HSearch Metamodel

Hi guys !

can we imagine having something like https://docs.jboss.org/hibernate/orm/5.0/topical/html/metamodelgen/MetamodelGenerator.html for the indexed fields of entities, alias of index etc… ?

See ya


At some point, certainly. We don’t plan on working on it for 6.0, though. Not because it’s useless, but because we’ve already added a lot of stuff to the backlog and it’d be nice if we released 6.0.0.Final before the end of the decade :slight_smile:

When we implement such a generator, I expect we’ll have to basically boot Hibernate Search in the generator (to address all the edge cases, including the bridges) and take advantage of the metadata API, which hasn’t been restored in Search 6 yet [EDIT: now it has]

If you want to work on restoring the metadata API, which would be a first step, please come chat with us before you try anything. It may not be very complex, but I expect it will require a significant amount of refactoring, and some time. Better start with all the information in mind :slight_smile:

EDIT: Note however that aliases of indexes would probably not be included in such a metamodel, since they are not needed to build a Hibernate Search query.

Out of curiosity, what do you need that metadata for?

Both metadata solutions mentioned above (the static metamodel and the metadata API) are aimed at helping build queries. The static metamodel gives you a solution for queries that are type-safe at compile time, and the metadata API allows you to programmatically discover fields available for queries, and their capabilities.

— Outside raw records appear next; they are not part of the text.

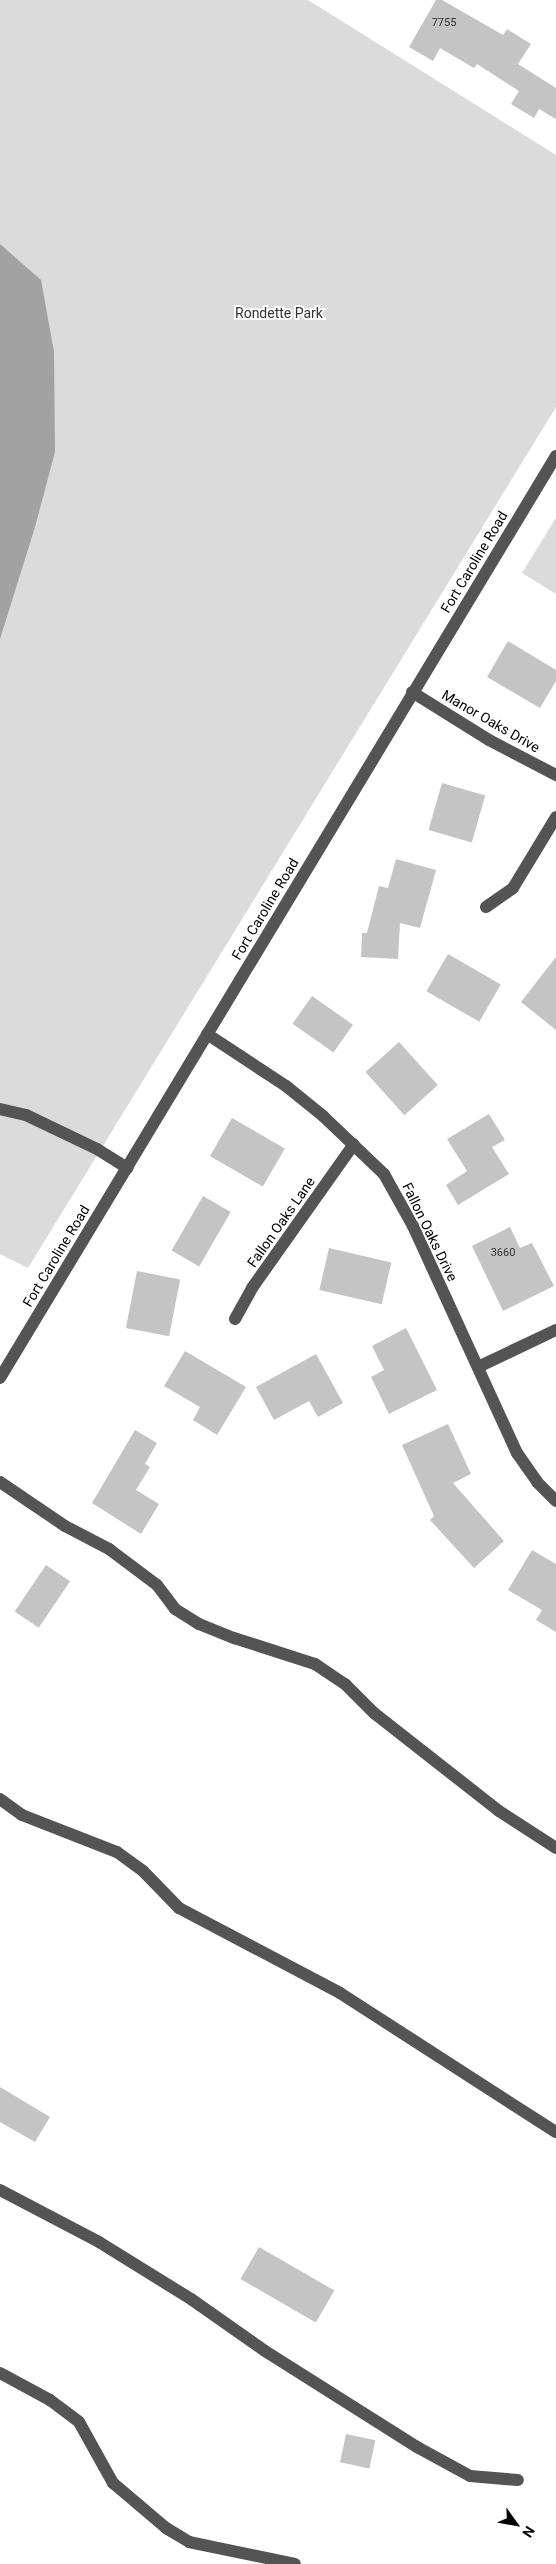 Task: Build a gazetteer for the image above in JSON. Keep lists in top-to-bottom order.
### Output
{
  "streets": {
    "street": [
      "Fort Caroline Road",
      "Manor Oaks Drive",
      "Fallon Oaks Lane",
      "Fallon Oaks Drive"
    ]
  },
  "crossings": [
    ["Fort Caroline Road", "Manor Oaks Drive"],
    ["Fort Caroline Road", "Fallon Oaks Drive"],
    ["Fallon Oaks Lane", "Fallon Oaks Drive"]
  ],
  "parks": ["Rondette Park"],
  "house_numbers": ["7755", "3660"],
  "north": "bottom right"
}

Neither would be appropriate if you want, for example, to inspect the Elasticsearch mapping, which is lower level and wouldn’t be completely visible though these APIs (you wouldn’t know whether doc values are enabled, etc.).

Hello @yrodiere,

thank you for the answers !!
I was thinking about metamodel because i’am currently building a “configurable” statistic engine on top of ElasticSearch, i use the HighLevelRest Client for most of my request (for now) and HSearch only for the indexation part.
And it could be nice to the use the fieldNames to be more “type-safe” but i can’t rely only on my Hibernate metamodel because i have multiple “virtual” field in my indexes wich are not describe in generated metamodels.

Interesting. By “virtual”, you mean fields that are defined in the Elasticsearch mapping, but not in Hibernate Search? I suppose they are either alias fields or multi-fields? Or maybe meta-fields?

Any reason you don’t want to rely on “native” predicates/sorts/aggregations/projections for these fields, such as what is described here?

There are also ways to post-process the JSON of generated search requests, though that should probably just be used for small changes (the code can easily get messy if you have lots of changes to apply to the search request).

By virtual, i mean field who are indexed in elastic but not really mapped in Hibernate.
I describe one example few month ago here => Hibernate Search 6 - Advanced mapping

this kind of fields are @Transient for hibernate and for the metamodel

List<Book> result = searchSession.search( Book.class ) 
        .where( f -> f.matchAll() )
        .sort( f -> f.field( "pageCount" ).desc() 
                .then().field( "title_sort" ) )
        .fetchHits( 20 );

In this example i would like to avoid the string “pageCount” and replace it by metamodel, same thing for the sort wich is define by annotation in the entites.

I my current case i have to build multiple statistics widget who rely on some entities, filter, order, and aggregation. I don’t want to have string who depends on my transient field without check at compilation time because shit will happen eventually.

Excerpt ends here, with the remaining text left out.